Task goal ->
If a line of the data below holds the string "trường", copy it.

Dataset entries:
^^^^
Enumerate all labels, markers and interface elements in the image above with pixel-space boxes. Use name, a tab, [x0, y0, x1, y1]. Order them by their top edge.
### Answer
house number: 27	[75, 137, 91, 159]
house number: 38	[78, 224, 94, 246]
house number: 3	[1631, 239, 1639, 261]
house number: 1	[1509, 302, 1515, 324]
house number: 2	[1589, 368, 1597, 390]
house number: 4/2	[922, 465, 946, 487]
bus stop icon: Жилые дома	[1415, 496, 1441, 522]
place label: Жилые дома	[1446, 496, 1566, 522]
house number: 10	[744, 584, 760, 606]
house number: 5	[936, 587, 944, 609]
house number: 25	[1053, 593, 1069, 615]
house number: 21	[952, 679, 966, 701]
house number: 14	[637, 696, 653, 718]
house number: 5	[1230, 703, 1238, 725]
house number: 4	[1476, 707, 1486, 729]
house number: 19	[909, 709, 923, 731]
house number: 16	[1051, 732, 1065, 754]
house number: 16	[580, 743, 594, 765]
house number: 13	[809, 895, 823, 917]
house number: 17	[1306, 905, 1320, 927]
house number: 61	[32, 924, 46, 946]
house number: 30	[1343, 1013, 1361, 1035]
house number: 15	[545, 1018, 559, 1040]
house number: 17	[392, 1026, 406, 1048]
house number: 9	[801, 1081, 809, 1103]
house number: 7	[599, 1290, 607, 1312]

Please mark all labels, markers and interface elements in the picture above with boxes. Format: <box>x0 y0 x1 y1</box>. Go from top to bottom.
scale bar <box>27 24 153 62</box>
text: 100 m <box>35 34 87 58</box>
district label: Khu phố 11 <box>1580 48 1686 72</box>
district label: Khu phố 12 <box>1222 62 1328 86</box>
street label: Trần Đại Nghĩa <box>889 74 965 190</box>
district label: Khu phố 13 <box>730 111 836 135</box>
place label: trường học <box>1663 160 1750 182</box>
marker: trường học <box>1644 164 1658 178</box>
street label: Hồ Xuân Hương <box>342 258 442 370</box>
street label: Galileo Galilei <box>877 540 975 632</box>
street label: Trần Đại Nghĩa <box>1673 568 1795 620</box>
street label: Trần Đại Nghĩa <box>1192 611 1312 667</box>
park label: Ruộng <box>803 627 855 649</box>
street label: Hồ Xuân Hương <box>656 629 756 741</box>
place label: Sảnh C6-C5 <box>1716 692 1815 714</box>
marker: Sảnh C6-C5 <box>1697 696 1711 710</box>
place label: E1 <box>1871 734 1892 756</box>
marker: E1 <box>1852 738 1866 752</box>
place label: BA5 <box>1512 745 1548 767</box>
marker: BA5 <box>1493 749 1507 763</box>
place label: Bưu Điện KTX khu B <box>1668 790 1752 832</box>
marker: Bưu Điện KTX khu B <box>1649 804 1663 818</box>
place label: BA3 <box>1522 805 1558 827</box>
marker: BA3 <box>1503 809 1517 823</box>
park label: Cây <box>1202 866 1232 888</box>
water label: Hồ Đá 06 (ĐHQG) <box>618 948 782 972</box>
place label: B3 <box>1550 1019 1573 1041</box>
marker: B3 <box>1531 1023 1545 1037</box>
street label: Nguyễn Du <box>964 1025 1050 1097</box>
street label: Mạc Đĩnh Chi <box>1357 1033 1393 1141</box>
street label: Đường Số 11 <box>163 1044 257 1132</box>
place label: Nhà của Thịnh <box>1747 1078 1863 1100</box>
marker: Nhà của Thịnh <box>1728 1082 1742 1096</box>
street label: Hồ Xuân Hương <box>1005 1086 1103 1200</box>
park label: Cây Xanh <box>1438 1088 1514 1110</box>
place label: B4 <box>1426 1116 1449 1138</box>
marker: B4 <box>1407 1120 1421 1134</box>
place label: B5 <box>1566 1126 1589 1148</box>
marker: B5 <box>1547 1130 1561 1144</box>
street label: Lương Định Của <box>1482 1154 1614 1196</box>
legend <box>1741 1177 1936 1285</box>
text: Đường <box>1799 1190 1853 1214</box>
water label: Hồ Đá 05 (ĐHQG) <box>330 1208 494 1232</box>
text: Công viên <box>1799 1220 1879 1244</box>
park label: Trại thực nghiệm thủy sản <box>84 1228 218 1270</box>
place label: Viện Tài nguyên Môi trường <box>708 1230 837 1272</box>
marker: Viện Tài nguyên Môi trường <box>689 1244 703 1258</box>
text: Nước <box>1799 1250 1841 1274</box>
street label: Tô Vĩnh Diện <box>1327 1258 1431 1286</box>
^^^^
Solution below ->
place label: trường học <box>1663 160 1750 182</box>
marker: trường học <box>1644 164 1658 178</box>
place label: Viện Tài nguyên Môi trường <box>708 1230 837 1272</box>
marker: Viện Tài nguyên Môi trường <box>689 1244 703 1258</box>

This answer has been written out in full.